Segment Start: DATA EXCERPTS

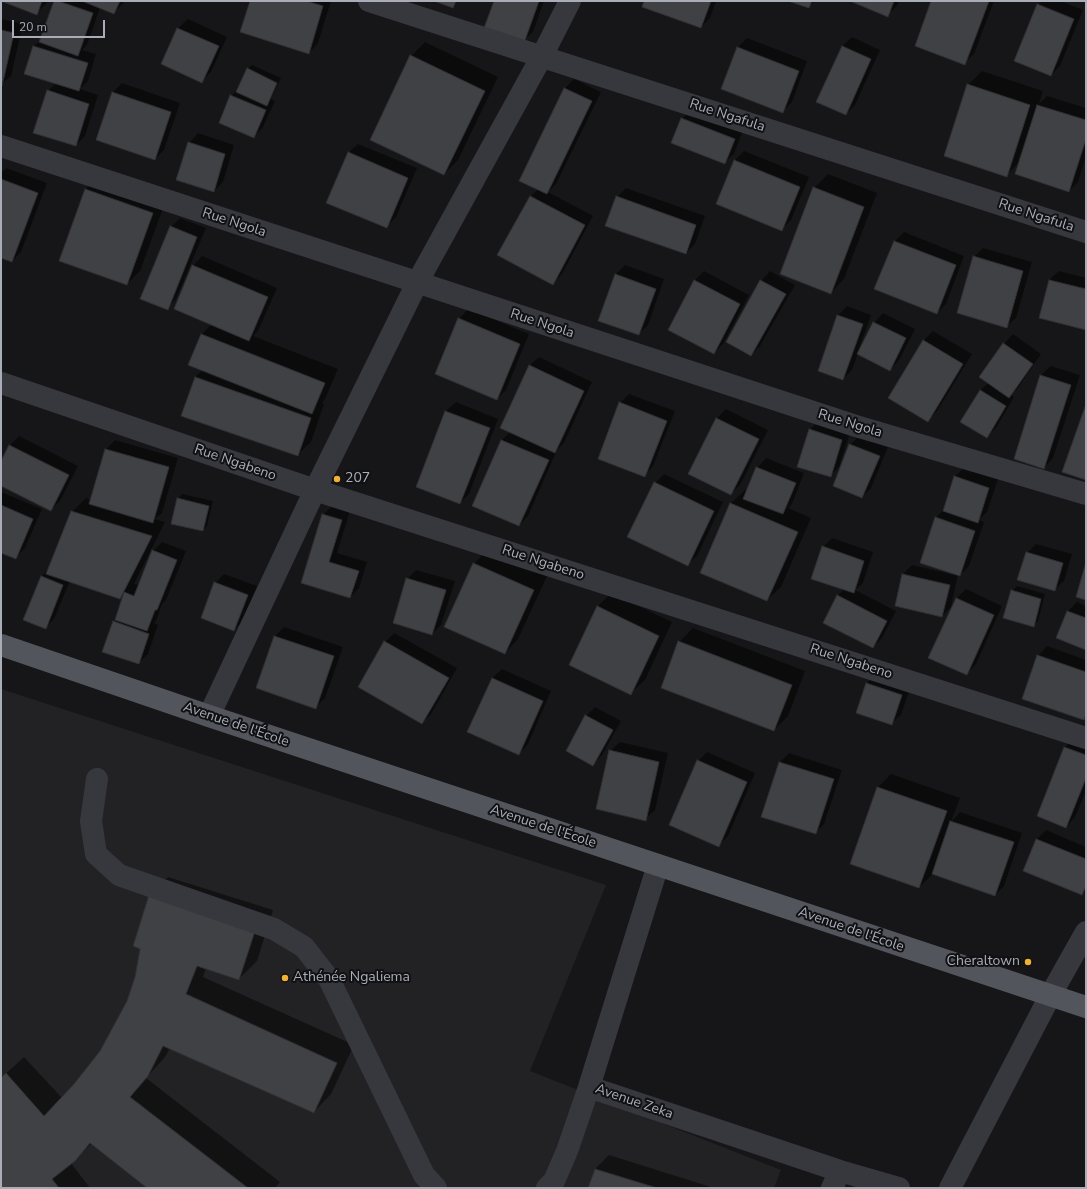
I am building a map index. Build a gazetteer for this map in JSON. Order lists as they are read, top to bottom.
{
  "streets": {
    "main road": ["Avenue de l'École"],
    "street": [
      "Rue Ngafula",
      "Rue Ngola",
      "Rue Ngabeno",
      "Avenue Zeka"
    ]
  },
  "crossings": [
    ["Avenue de l'École", "Avenue Zeka"]
  ],
  "places": ["207", "Cheraltown", "Athénée Ngaliema"],
  "scale_bar": "20 m"
}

Segment End: DATA EXCERPTS

__REQUIREMENT__:
The reply should repeat the data in full, exactly as given, and contain no pictures.

__ANSWER BOX__:
I am building a map index. Build a gazetteer for this map in JSON. Order lists as they are read, top to bottom.
{
  "streets": {
    "main road": ["Avenue de l'École"],
    "street": [
      "Rue Ngafula",
      "Rue Ngola",
      "Rue Ngabeno",
      "Avenue Zeka"
    ]
  },
  "crossings": [
    ["Avenue de l'École", "Avenue Zeka"]
  ],
  "places": ["207", "Cheraltown", "Athénée Ngaliema"],
  "scale_bar": "20 m"
}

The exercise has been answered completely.